SOURCE RECORDS section start
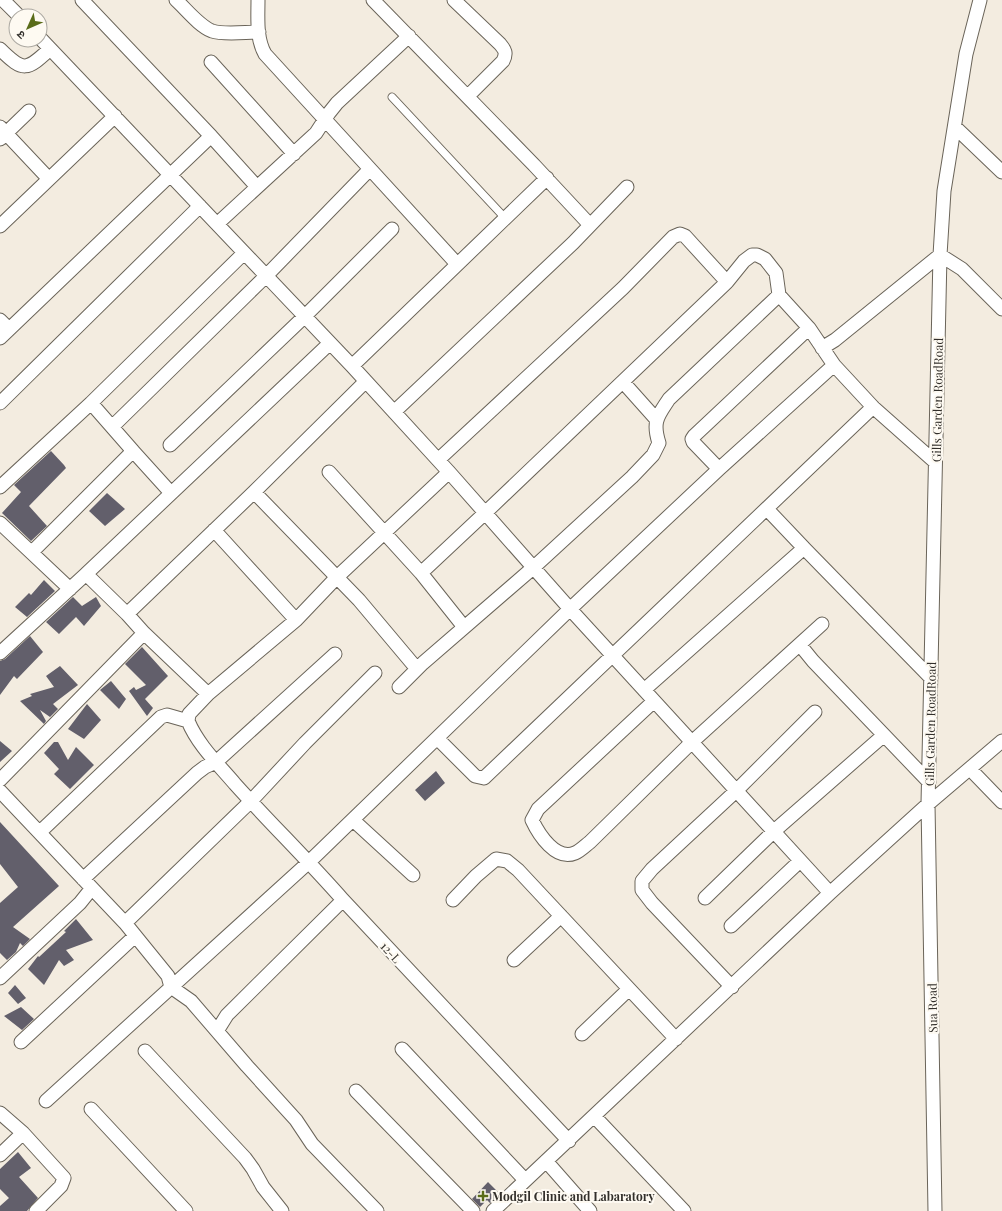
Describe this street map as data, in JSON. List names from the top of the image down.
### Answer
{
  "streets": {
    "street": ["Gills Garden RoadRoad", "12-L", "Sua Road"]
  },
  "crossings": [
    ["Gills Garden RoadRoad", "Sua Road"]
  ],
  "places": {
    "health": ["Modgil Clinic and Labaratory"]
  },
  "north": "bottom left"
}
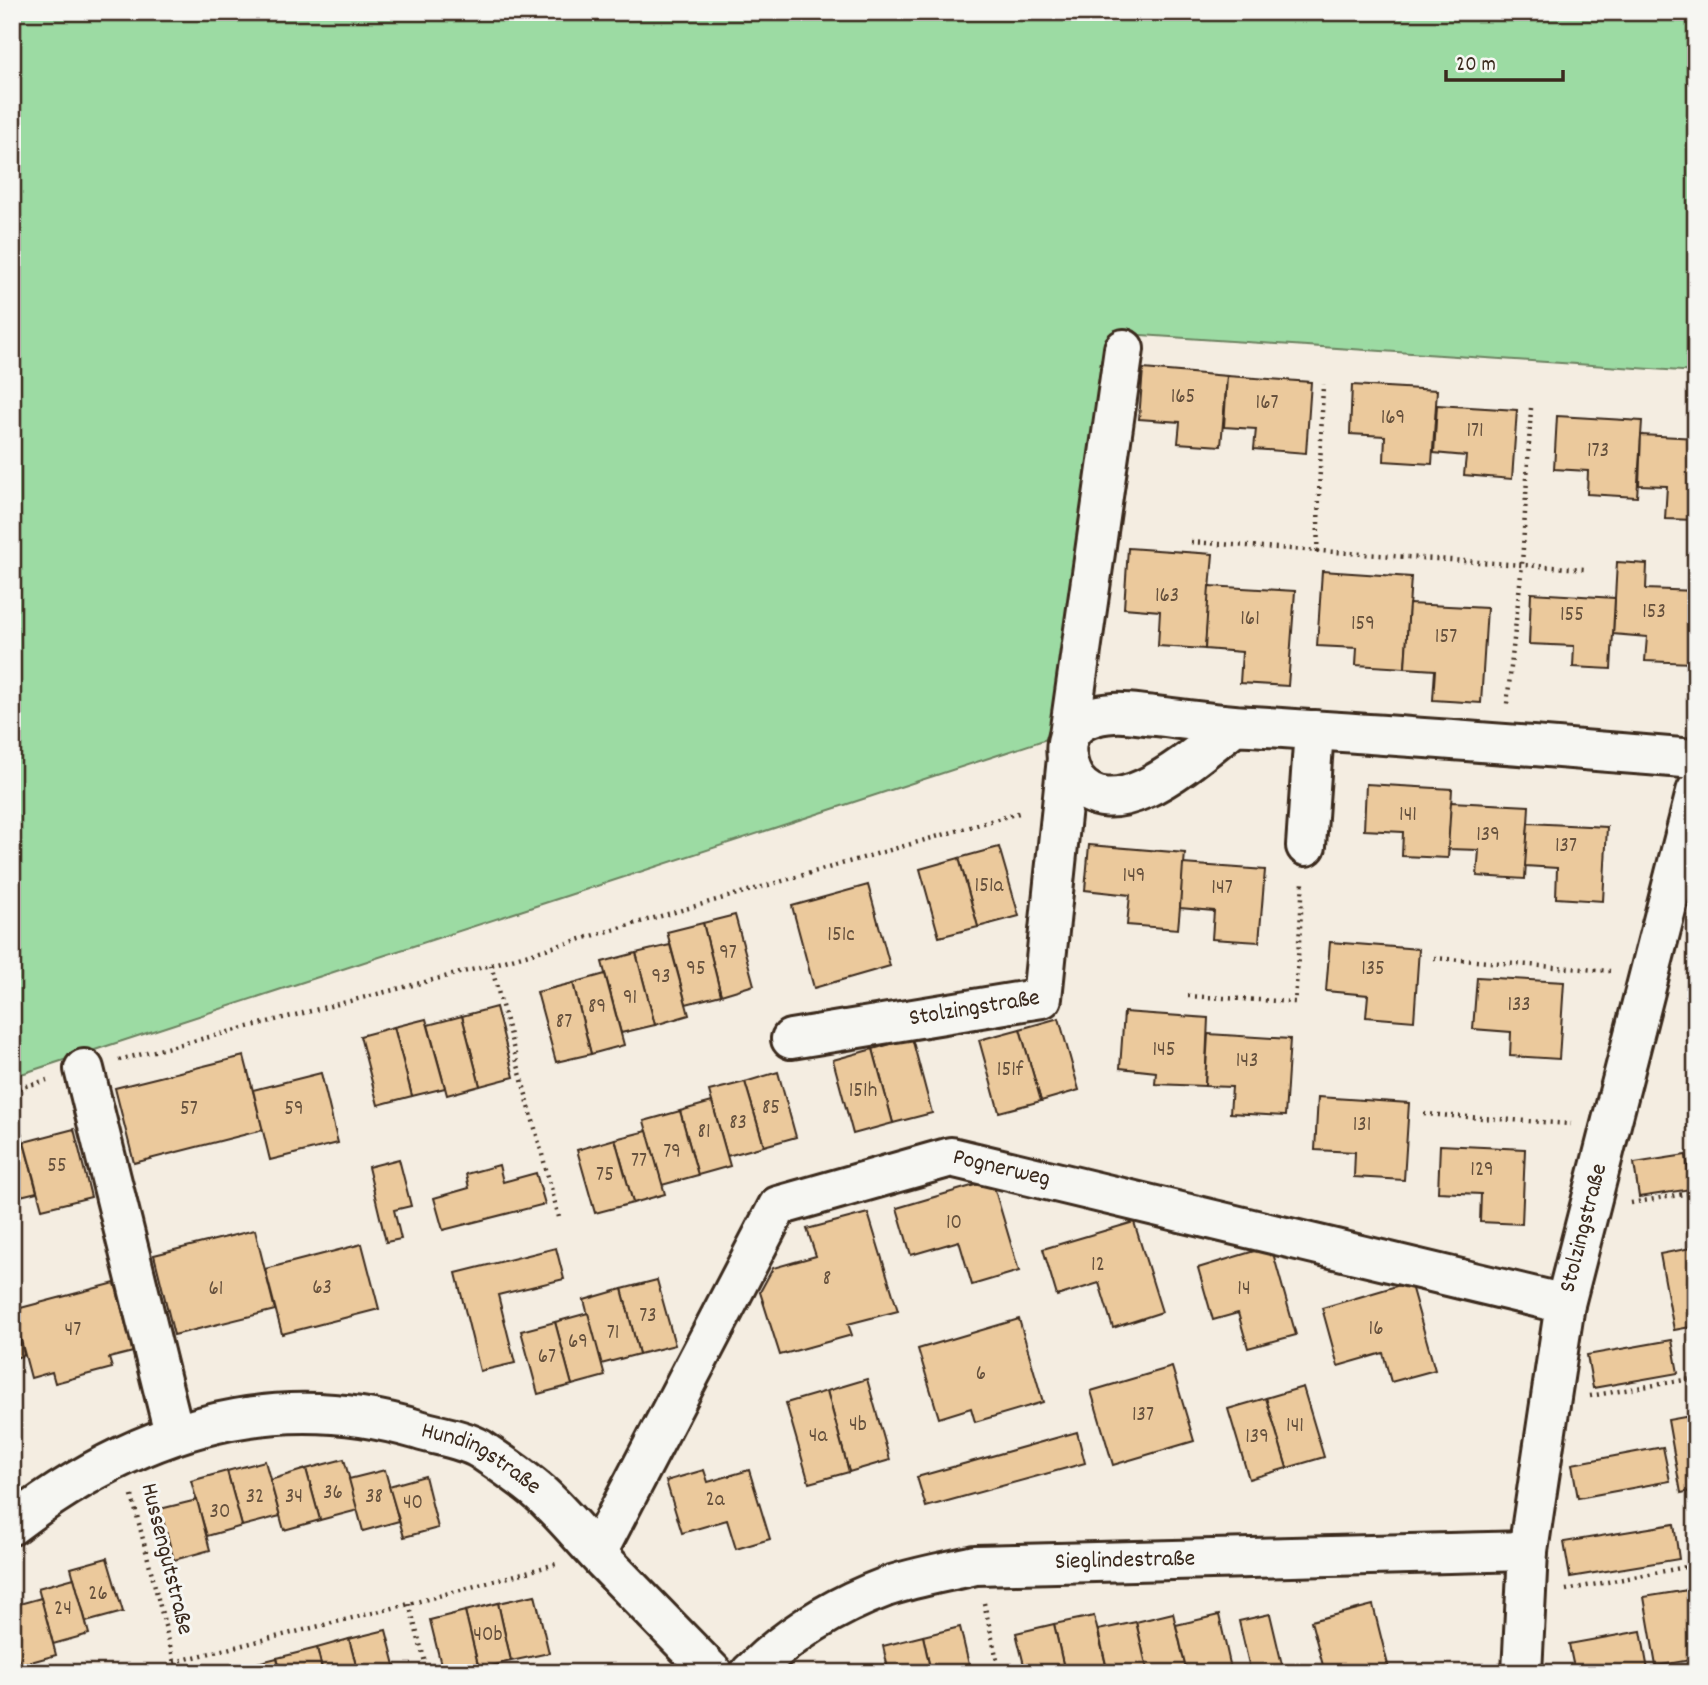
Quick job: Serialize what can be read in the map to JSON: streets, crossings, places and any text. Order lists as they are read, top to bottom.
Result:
SOURCE RECORDS section end
SOURCE RECORDS section start
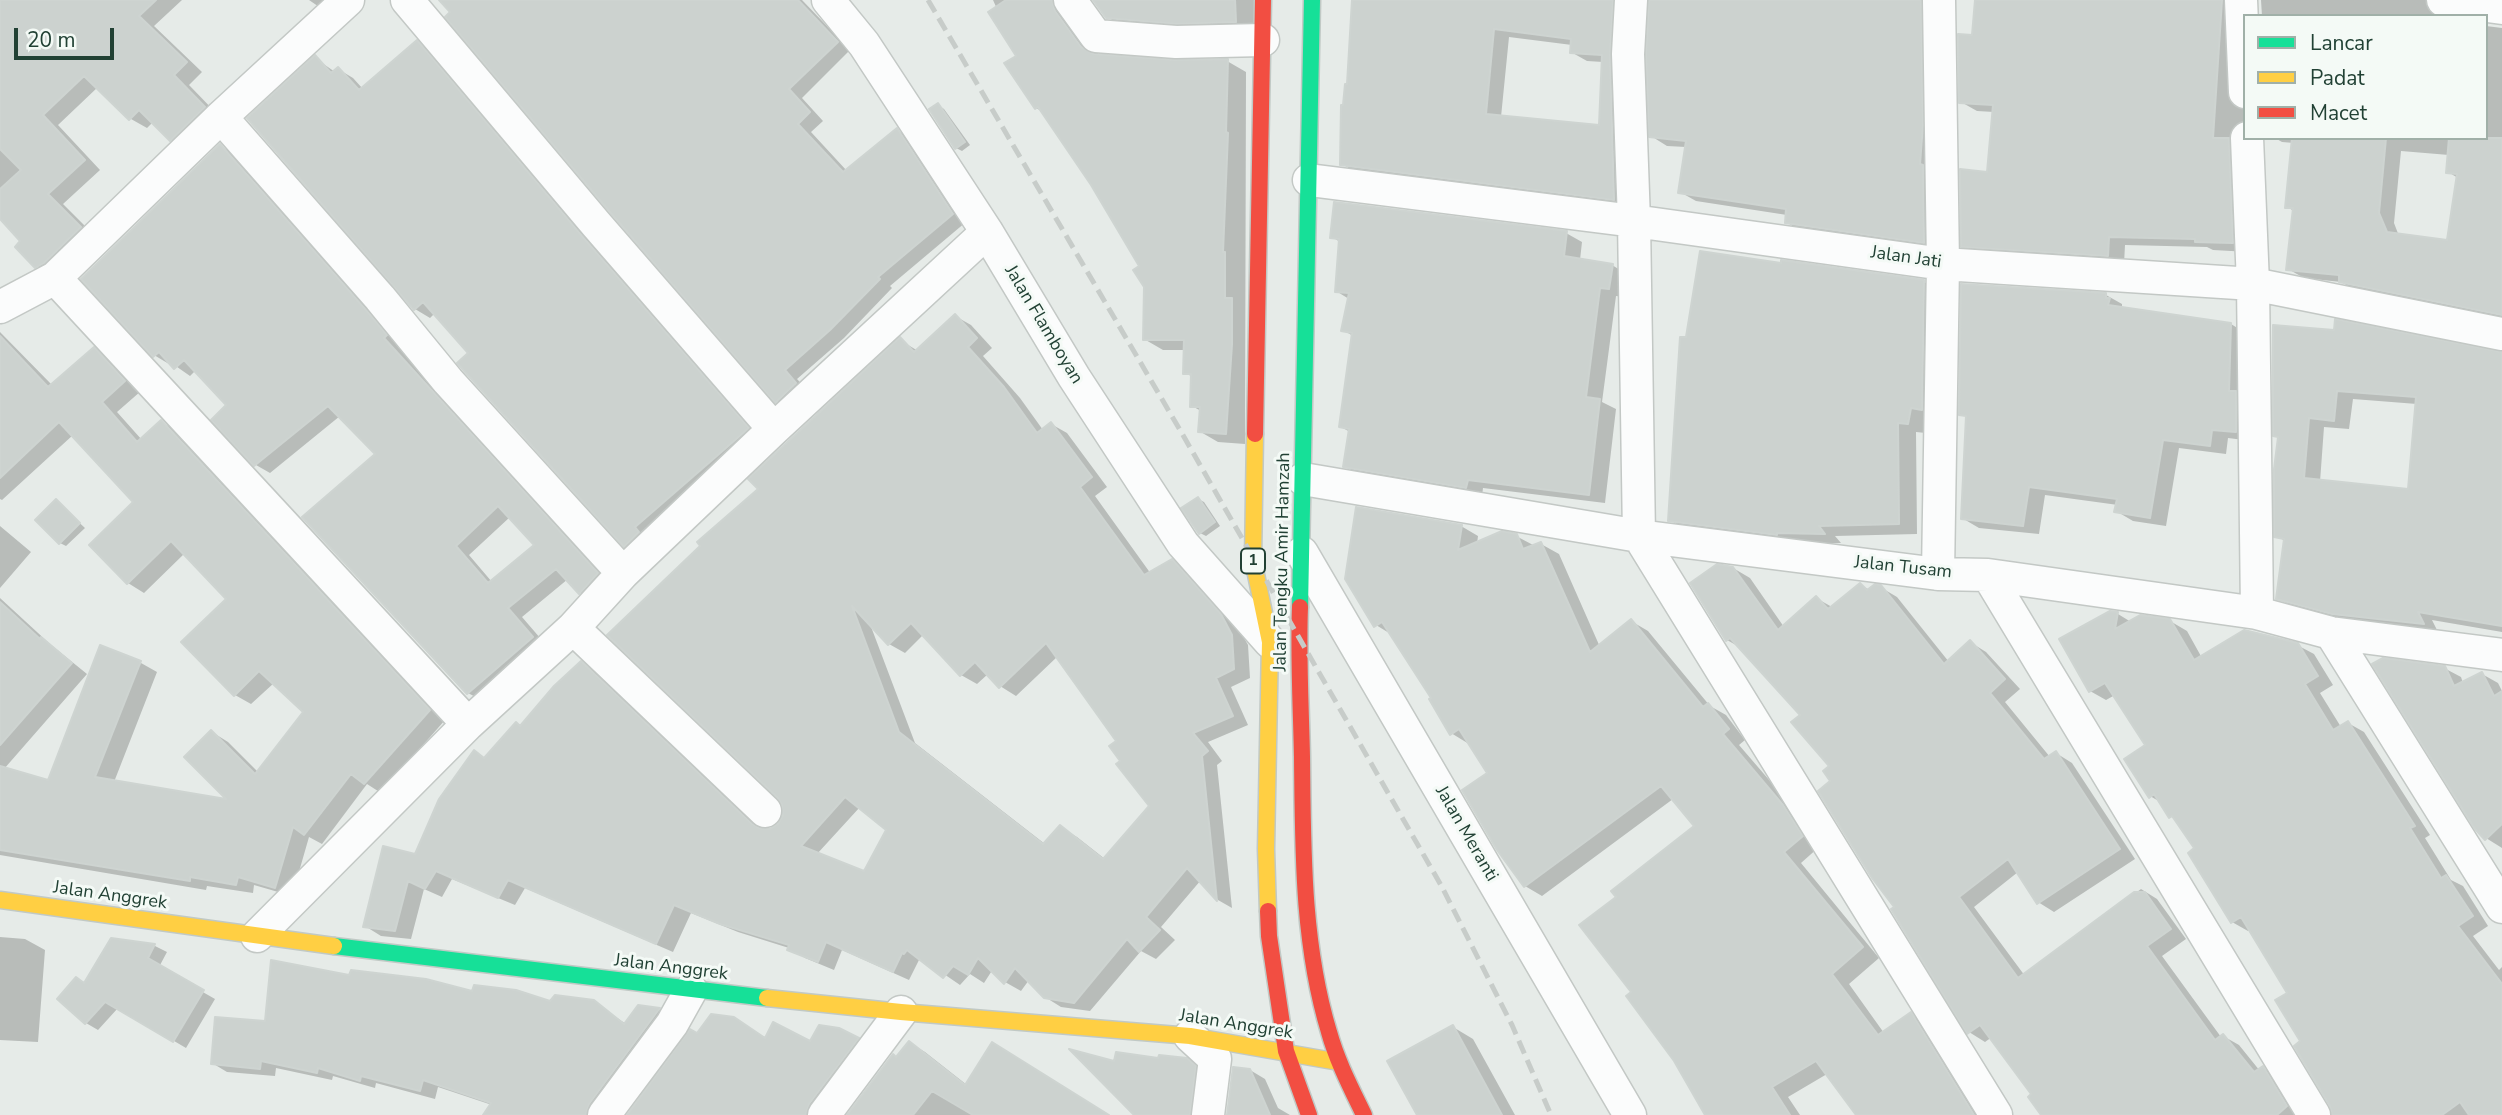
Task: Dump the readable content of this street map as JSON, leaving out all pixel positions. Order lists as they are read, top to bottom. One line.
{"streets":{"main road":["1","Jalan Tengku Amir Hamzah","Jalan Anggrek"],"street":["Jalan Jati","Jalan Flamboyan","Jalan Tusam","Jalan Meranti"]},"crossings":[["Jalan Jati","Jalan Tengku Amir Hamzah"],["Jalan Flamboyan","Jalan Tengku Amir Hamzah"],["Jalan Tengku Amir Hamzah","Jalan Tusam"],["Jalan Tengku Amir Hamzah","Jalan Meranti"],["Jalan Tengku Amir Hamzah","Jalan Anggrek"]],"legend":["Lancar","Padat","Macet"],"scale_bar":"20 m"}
SOURCE RECORDS section end
SOURCE RECORDS section start
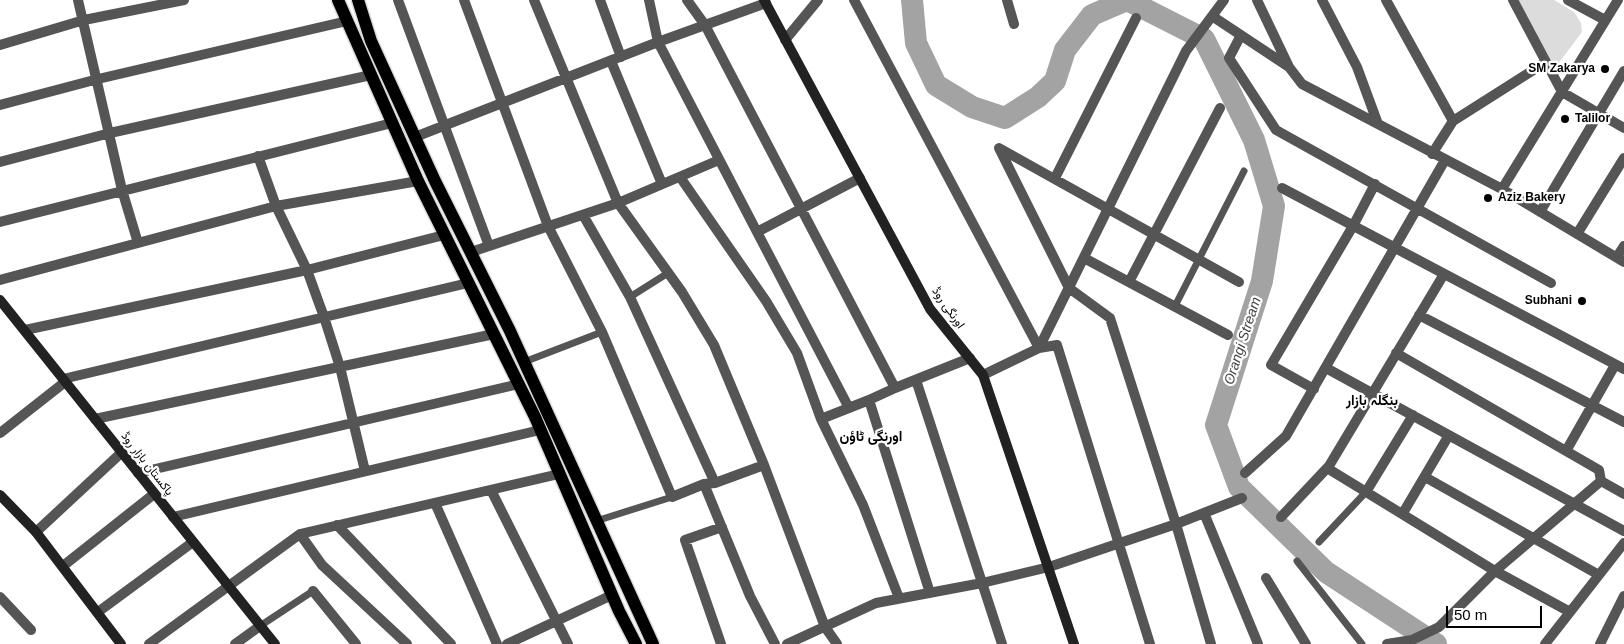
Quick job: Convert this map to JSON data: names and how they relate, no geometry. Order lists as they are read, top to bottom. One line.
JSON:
SOURCE RECORDS section end
Would you copy all lines in the records where the string "names" appears?

Describe this street map as data, in JSON. List names from the top of the image down.
Quick job: Convert this map to JSON data: names and how they relate, no geometry. Order lists as they are read, top to bottom. One line.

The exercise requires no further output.